FPGA JESD204B High-Speed Data Acquisition Design | Sienovo

This chapter delves into the design of continuous multi-segment triggered storage for high-speed data acquisition, specifically targeting 80 channels of parallel sampled data at an 80MHz data rate with a 12-bit width. We will explore the overall framework, the critical role of the Memory Interface Generator (MIG) user interface, its settings, and read/write timing. A significant focus will be on the design of the data cross-clock domain module and the memory control module, both essential for achieving robust continuous multi-segment triggered storage. Finally, we will touch upon the high-speed serial data transmission of this triggered data to an AXIe carrier board.

4.1 Continuous Multi-Segment Triggered Storage

4.1.1 Overall Framework Design for Triggered Storage

For high-speed data acquisition systems, implementing triggered storage is crucial for capturing transient events or specific data segments. This design ultimately leverages DDR3 memory modules for the triggered storage of acquired data. The approach to trigger control for DDR3 significantly differs from that of a First-In, First-Out (FIFO) buffer due to their fundamental architectural differences.

Triggered Storage with FIFO (Conceptual) To illustrate, consider triggered storage using a FIFO, where the pre-trigger depth is assumed to be half of the total storage depth, and the trigger point is the peak of a sine wave (conceptually similar to Figure 4-1 in the original context).

Initially, the FIFO's write enable is activated, and sampled data is continuously written.
Once the pre-trigger depth is filled, both FIFO read and write enables are activated simultaneously, awaiting the trigger signal. During this phase, newly written data overwrites older data, effectively creating a circular buffer.
Upon the arrival of the trigger signal, only the FIFO write enable remains active until the storage space is completely filled.
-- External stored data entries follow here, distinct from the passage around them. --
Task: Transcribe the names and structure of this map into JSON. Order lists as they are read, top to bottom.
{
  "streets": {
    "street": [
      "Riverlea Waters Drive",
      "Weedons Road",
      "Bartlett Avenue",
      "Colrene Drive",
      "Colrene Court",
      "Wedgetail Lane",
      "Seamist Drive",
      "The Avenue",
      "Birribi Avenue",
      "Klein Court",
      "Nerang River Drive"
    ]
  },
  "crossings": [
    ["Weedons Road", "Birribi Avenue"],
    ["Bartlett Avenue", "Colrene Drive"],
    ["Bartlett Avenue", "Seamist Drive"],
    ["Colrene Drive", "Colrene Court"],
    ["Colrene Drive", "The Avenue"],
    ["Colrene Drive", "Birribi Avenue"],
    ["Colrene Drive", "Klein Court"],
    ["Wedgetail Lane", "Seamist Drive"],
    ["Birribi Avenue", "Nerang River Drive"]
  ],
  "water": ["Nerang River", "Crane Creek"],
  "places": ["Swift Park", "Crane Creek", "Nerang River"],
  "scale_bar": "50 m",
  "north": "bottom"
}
Triggered Storage with DDR3 DDR3 memory, unlike a FIFO, uses an address bus for accessing storage space, meaning read and write operations cannot occur simultaneously. Therefore, triggered storage in DDR3 must be implemented by recording trigger addresses. The process (conceptually similar to Figure 4-2) involves:

After initialization, the DDR3 memory begins storing sampled data.
When the stored data reaches the pre-trigger depth, data continues to be written to subsequent address spaces.
Upon the arrival of the trigger signal (e.g., point C in a conceptual diagram), the current trigger address is recorded. The trigger signal can occur either before the storage space is full or after.
As data continues to be written to the DDR3, a "write-back" phenomenon occurs, where new sampled data overwrites previously stored data in specific segments (e.g., segments AE or CE in a conceptual diagram).
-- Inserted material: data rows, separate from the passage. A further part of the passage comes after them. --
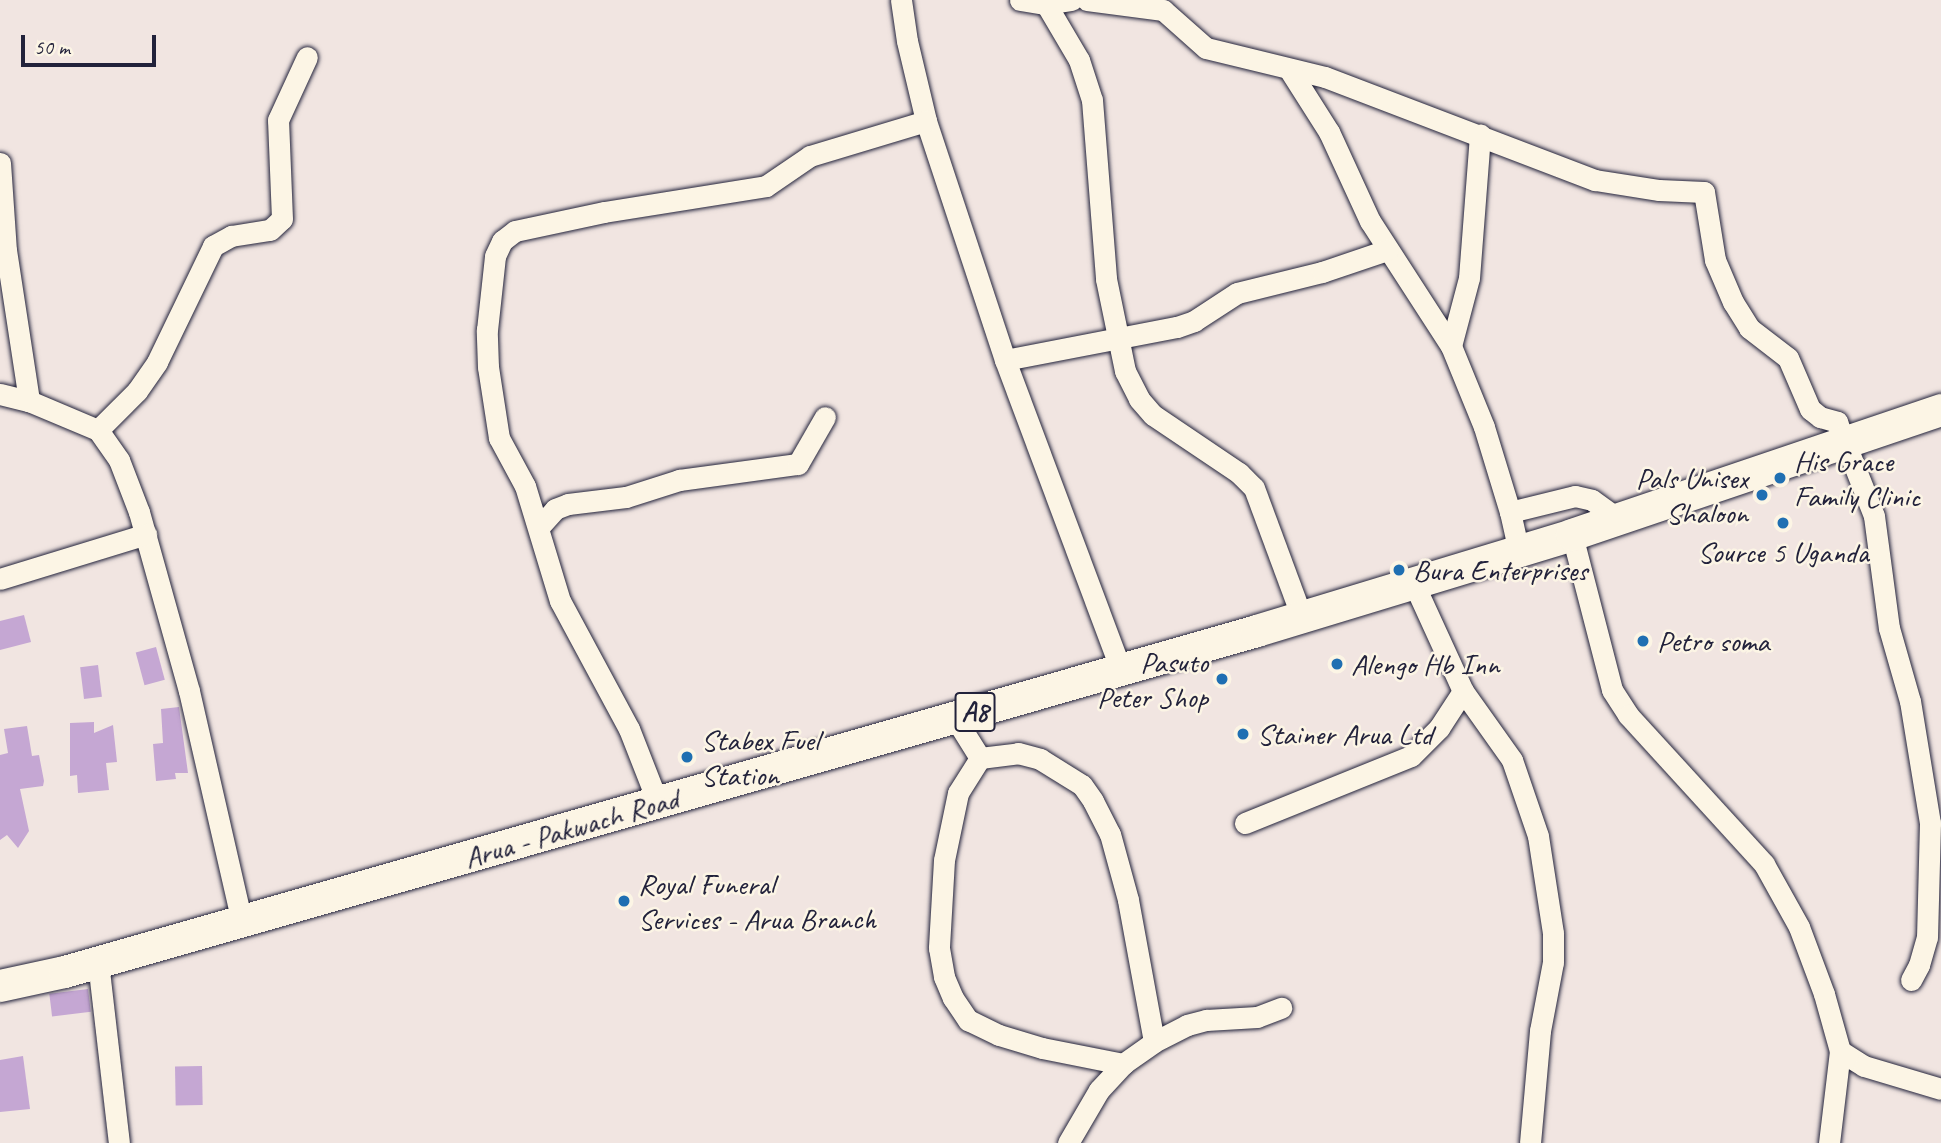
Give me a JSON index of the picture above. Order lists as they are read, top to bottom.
{
  "streets": {
    "main road": ["A8", "Arua - Pakwach Road"]
  },
  "places": [
    "His Grace Family Clinic",
    "Pals Unisex Shaloon",
    "Source 5 Uganda",
    "Bura Enterprises",
    "Petro soma",
    "Alengo Hb Inn",
    "Pasuto Peter Shop",
    "Stainer Arua Ltd",
    "Stabex Fuel Station",
    "Royal Funeral Services - Arua Branch"
  ],
  "scale_bar": "50 m"
}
From this, it's clear that DDR3-based triggered storage requires meticulous management of read/write addresses and control commands. The refined design block diagram for triggered storage (conceptually similar to Figure 4-3) shows that sampled data from a single ADC, after being processed by a JESD204B IP core and demultiplexing module, results in 80 channels of parallel data at an 80MHz rate. The DDR3 data rate is set to 1600 MT/s.

The implementation of triggered storage is divided into two main parts:

MIG Core Storage Logic Design: This includes the read/write logic design for the MIG core and the cross-clock domain module design.
Triggered Storage Control Module Design: This encompasses the storage state machine design, the specific triggered storage logic, and segmented storage design.
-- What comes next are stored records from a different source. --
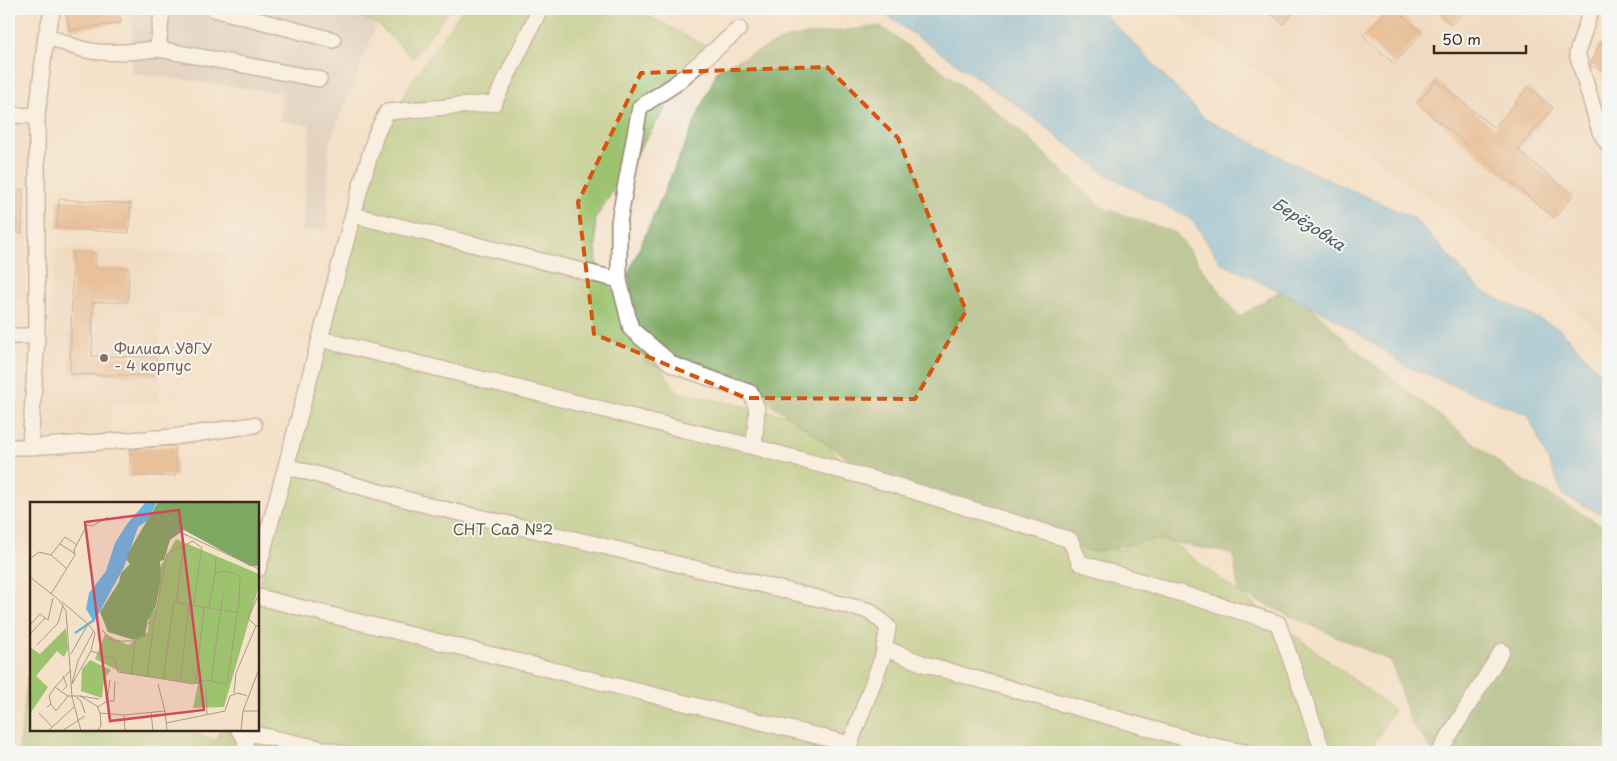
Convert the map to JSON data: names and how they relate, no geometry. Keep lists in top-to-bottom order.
{
  "water": ["Берёзовка"],
  "parks": ["СНТ Сад №2"],
  "places": ["Филиал УдГУ - 4 корпус"],
  "scale_bar": "50 m"
}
Let's elaborate on these key components:

MIG Core Read/Write Logic Design: This involves performing read and write operations through the user interface provided by the Xilinx Memory Interface Generator (MIG) IP core, ensuring compliance with its specific read/write timing requirements. Correct configuration of MIG core parameters is paramount for its normal operation.
Cross-Clock Domain Module Design: Asynchronous FIFOs are employed to handle data transfer between different clock domains. This addresses the clock and data width mismatches between the MIG core's operating clock, the sampled data, and the data upload module. Its purpose is to ensure that each segment of triggered storage data is correct and continuous.
Storage State Machine Design: A state machine manages the switching between different operating modes, which are parsed from commands received by a command reception module. These commands also specify parameters like storage depth for each segment and read addresses. Regardless of the operating mode, the state machine orchestrates a combination of read and write processes, transitioning between states based on FIFO flags and user interface signals.
Triggered Storage Design: Building upon the storage state machine, this module specifically handles the recording of trigger addresses during the write process, enabling subsequent data retrieval based on these addresses. It includes the design of read/write address counters, pre-trigger depth full detection, trigger address registration, and post-trigger depth full detection. The trigger signal itself originates from a trigger management module, which handles trigger source selection and pulse generation.
Segmented Storage Design: Based on the storage state machine and triggered storage logic, this module implements segmented storage for large-capacity memory. The storage space is divided into segments according to the storage depth parsed by the command reception module. Each segment's depth can be flexibly set to 2^n, and their write start addresses are also determined by the storage depth settings.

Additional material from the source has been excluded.